Instructions to follow » Here is the task for the records below: repeat exactly the lines from the one with "M278,67L304,41L331,17" to the one with "M169,662C194,652 197,647 211,673", both included, and nothing else.

[Listed records — start]

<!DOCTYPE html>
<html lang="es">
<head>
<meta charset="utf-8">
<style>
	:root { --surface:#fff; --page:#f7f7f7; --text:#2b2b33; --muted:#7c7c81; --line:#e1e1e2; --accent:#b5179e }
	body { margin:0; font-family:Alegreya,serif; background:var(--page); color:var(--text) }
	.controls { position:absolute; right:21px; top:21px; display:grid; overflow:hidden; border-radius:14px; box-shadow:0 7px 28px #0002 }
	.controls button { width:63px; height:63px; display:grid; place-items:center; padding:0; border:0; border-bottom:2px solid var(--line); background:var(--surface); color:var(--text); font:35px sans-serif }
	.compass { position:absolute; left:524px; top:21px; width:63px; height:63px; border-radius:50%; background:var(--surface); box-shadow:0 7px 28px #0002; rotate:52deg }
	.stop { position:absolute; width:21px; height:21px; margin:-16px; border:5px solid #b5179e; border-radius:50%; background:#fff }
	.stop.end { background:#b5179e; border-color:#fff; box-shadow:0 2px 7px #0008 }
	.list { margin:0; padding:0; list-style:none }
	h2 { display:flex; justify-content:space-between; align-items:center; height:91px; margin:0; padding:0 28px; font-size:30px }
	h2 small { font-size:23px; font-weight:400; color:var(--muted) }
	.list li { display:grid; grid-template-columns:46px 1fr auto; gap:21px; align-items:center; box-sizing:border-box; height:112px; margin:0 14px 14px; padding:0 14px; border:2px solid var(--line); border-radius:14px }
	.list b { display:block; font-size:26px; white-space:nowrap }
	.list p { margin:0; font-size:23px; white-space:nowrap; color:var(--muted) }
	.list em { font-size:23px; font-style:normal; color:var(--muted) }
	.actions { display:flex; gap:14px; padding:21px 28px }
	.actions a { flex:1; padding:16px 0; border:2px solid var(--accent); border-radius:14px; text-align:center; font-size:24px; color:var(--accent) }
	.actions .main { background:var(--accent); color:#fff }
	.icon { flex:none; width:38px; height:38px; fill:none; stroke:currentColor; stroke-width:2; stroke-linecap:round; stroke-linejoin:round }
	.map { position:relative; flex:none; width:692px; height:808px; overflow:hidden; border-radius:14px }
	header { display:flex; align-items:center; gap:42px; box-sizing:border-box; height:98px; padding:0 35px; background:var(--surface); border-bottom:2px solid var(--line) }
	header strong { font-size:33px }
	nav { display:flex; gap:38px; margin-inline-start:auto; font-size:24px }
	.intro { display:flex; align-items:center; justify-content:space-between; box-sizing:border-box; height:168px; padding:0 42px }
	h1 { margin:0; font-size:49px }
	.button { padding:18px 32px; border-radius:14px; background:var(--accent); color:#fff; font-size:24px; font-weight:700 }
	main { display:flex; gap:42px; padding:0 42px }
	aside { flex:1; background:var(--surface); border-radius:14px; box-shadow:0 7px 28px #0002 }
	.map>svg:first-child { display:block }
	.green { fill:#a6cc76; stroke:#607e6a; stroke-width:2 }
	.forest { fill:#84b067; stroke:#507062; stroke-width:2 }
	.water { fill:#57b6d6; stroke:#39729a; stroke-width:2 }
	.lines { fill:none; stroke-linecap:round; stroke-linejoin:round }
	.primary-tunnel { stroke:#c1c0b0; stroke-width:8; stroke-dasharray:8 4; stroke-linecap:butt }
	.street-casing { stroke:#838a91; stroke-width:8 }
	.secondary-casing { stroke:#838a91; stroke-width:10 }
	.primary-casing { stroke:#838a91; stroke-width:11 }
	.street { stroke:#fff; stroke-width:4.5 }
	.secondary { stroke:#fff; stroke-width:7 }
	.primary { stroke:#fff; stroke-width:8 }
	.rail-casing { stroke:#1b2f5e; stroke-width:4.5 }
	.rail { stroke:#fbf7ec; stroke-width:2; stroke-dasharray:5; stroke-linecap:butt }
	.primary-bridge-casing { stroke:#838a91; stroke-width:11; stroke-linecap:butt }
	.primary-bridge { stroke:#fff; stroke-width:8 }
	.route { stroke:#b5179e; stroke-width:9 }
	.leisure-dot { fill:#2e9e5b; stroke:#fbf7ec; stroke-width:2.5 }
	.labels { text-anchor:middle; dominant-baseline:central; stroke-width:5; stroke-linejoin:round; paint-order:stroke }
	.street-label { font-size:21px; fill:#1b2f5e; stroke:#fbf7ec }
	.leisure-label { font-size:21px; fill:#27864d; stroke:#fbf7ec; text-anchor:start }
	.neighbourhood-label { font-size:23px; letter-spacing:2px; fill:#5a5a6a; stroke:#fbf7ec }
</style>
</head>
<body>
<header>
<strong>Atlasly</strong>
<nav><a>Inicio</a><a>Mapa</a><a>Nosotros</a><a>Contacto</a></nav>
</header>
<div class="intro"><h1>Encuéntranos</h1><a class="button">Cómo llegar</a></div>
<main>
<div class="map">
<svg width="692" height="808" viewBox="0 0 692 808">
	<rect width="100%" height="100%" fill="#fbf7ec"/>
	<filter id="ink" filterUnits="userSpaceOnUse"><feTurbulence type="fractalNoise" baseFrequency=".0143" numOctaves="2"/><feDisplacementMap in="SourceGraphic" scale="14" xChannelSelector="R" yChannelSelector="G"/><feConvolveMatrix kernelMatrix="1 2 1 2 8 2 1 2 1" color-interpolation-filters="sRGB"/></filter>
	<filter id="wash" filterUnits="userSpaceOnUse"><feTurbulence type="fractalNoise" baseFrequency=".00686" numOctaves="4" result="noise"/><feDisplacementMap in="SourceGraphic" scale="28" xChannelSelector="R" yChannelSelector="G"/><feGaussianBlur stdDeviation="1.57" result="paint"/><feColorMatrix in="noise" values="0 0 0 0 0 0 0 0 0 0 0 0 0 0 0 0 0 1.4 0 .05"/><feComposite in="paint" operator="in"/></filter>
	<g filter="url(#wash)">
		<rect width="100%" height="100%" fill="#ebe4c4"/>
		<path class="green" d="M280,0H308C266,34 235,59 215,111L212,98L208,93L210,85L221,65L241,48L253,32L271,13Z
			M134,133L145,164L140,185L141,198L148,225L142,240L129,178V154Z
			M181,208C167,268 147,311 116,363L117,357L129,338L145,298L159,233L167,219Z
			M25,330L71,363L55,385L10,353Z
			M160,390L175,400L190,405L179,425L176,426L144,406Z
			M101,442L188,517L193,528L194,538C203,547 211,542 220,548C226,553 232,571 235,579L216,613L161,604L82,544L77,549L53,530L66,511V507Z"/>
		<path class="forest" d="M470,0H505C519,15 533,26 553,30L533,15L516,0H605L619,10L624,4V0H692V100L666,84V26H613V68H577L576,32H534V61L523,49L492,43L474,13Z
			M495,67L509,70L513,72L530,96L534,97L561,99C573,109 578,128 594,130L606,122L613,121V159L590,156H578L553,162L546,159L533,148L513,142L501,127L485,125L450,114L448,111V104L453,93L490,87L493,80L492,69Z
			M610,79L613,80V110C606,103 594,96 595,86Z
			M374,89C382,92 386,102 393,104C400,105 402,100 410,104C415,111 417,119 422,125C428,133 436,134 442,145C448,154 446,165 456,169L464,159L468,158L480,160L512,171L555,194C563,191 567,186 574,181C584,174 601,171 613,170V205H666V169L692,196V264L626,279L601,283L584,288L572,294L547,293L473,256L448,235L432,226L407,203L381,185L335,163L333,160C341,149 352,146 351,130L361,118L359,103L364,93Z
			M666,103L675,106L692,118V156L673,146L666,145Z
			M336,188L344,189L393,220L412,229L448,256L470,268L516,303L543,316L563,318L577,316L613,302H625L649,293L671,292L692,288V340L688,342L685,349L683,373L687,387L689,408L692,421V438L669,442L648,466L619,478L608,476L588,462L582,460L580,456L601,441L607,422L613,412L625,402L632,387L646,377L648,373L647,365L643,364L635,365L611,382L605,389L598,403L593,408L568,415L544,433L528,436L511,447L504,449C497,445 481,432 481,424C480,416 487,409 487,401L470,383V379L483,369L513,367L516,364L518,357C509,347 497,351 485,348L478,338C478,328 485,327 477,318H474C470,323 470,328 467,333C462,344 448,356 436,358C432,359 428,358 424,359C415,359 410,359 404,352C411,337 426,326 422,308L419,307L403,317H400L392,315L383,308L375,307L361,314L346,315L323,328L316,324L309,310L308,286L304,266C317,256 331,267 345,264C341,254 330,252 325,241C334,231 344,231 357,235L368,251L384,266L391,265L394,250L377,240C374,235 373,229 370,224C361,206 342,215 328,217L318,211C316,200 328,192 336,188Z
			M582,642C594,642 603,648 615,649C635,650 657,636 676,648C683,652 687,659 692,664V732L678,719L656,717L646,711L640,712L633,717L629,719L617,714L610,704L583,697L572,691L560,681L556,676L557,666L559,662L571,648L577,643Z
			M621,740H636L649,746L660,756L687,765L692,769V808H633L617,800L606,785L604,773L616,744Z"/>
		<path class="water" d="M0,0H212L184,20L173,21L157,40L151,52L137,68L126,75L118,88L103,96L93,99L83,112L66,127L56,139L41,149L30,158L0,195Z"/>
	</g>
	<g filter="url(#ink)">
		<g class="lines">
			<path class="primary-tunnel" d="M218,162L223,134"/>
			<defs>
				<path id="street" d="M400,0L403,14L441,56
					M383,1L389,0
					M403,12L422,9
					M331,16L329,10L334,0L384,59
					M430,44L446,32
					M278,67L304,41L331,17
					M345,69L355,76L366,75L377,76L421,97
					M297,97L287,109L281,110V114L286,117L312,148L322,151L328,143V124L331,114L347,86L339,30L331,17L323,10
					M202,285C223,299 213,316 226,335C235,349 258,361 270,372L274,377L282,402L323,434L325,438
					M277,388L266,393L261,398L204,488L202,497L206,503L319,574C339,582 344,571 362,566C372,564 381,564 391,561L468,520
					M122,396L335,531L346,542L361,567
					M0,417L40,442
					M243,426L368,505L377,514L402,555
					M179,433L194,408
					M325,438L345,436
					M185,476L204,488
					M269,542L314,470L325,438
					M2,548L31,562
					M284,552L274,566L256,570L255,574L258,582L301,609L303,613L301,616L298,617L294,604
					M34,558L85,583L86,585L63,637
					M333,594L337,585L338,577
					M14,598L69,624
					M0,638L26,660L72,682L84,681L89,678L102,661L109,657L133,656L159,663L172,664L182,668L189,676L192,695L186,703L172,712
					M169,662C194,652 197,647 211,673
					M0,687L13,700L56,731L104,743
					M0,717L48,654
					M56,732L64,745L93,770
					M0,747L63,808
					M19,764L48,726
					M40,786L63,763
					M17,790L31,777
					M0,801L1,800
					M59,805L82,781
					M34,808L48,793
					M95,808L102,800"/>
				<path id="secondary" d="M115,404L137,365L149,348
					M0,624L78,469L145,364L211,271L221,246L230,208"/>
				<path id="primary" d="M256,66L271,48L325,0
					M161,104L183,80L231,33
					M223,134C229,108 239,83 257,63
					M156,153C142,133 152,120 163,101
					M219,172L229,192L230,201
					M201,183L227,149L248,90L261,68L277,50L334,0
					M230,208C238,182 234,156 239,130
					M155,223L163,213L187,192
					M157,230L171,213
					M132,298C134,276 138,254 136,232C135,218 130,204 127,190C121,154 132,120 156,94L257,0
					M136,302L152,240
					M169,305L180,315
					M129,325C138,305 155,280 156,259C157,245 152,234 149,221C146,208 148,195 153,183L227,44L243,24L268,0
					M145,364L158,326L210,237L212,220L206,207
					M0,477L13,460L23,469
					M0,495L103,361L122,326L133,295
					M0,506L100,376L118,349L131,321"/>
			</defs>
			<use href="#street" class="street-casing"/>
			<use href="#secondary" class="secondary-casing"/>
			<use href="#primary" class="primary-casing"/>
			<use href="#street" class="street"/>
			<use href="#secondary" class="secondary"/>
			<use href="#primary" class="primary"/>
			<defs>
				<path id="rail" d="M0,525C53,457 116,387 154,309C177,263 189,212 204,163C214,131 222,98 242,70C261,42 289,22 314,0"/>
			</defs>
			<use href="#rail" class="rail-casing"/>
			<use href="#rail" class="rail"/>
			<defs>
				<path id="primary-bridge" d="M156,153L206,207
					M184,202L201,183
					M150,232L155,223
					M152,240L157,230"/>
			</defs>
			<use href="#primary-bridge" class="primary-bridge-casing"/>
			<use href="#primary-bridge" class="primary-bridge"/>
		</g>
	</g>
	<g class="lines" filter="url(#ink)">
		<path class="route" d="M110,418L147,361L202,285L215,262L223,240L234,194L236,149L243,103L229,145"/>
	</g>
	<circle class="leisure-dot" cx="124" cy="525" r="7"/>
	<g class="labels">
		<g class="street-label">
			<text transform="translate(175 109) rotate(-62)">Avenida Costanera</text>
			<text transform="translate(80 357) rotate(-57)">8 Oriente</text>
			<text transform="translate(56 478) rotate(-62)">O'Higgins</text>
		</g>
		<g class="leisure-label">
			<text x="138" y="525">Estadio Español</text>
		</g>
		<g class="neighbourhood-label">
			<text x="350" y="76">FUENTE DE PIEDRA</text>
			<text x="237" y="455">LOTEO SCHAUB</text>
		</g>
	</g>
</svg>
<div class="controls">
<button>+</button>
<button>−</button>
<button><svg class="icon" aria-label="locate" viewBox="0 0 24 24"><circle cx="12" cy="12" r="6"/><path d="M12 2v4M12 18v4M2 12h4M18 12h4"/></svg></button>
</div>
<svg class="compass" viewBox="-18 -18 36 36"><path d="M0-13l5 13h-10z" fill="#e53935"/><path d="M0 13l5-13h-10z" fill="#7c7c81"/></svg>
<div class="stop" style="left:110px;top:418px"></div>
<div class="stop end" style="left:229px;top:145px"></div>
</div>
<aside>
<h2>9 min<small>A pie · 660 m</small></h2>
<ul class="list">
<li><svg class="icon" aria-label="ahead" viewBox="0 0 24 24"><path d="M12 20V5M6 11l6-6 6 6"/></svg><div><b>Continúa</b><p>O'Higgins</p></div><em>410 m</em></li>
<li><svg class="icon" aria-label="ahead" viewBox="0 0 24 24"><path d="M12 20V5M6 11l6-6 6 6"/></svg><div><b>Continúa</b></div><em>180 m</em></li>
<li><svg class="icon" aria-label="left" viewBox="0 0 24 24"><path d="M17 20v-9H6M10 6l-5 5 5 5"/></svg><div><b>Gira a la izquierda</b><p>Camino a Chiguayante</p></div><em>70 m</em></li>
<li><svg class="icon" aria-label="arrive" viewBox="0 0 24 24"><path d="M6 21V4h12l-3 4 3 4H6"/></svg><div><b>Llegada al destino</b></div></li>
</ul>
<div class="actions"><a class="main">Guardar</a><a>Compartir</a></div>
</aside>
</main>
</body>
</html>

[Listed records — finish]

Completed exercise »
					M278,67L304,41L331,17
					M345,69L355,76L366,75L377,76L421,97
					M297,97L287,109L281,110V114L286,117L312,148L322,151L328,143V124L331,114L347,86L339,30L331,17L323,10
					M202,285C223,299 213,316 226,335C235,349 258,361 270,372L274,377L282,402L323,434L325,438
					M277,388L266,393L261,398L204,488L202,497L206,503L319,574C339,582 344,571 362,566C372,564 381,564 391,561L468,520
					M122,396L335,531L346,542L361,567
					M0,417L40,442
					M243,426L368,505L377,514L402,555
					M179,433L194,408
					M325,438L345,436
					M185,476L204,488
					M269,542L314,470L325,438
					M2,548L31,562
					M284,552L274,566L256,570L255,574L258,582L301,609L303,613L301,616L298,617L294,604
					M34,558L85,583L86,585L63,637
					M333,594L337,585L338,577
					M14,598L69,624
					M0,638L26,660L72,682L84,681L89,678L102,661L109,657L133,656L159,663L172,664L182,668L189,676L192,695L186,703L172,712
					M169,662C194,652 197,647 211,673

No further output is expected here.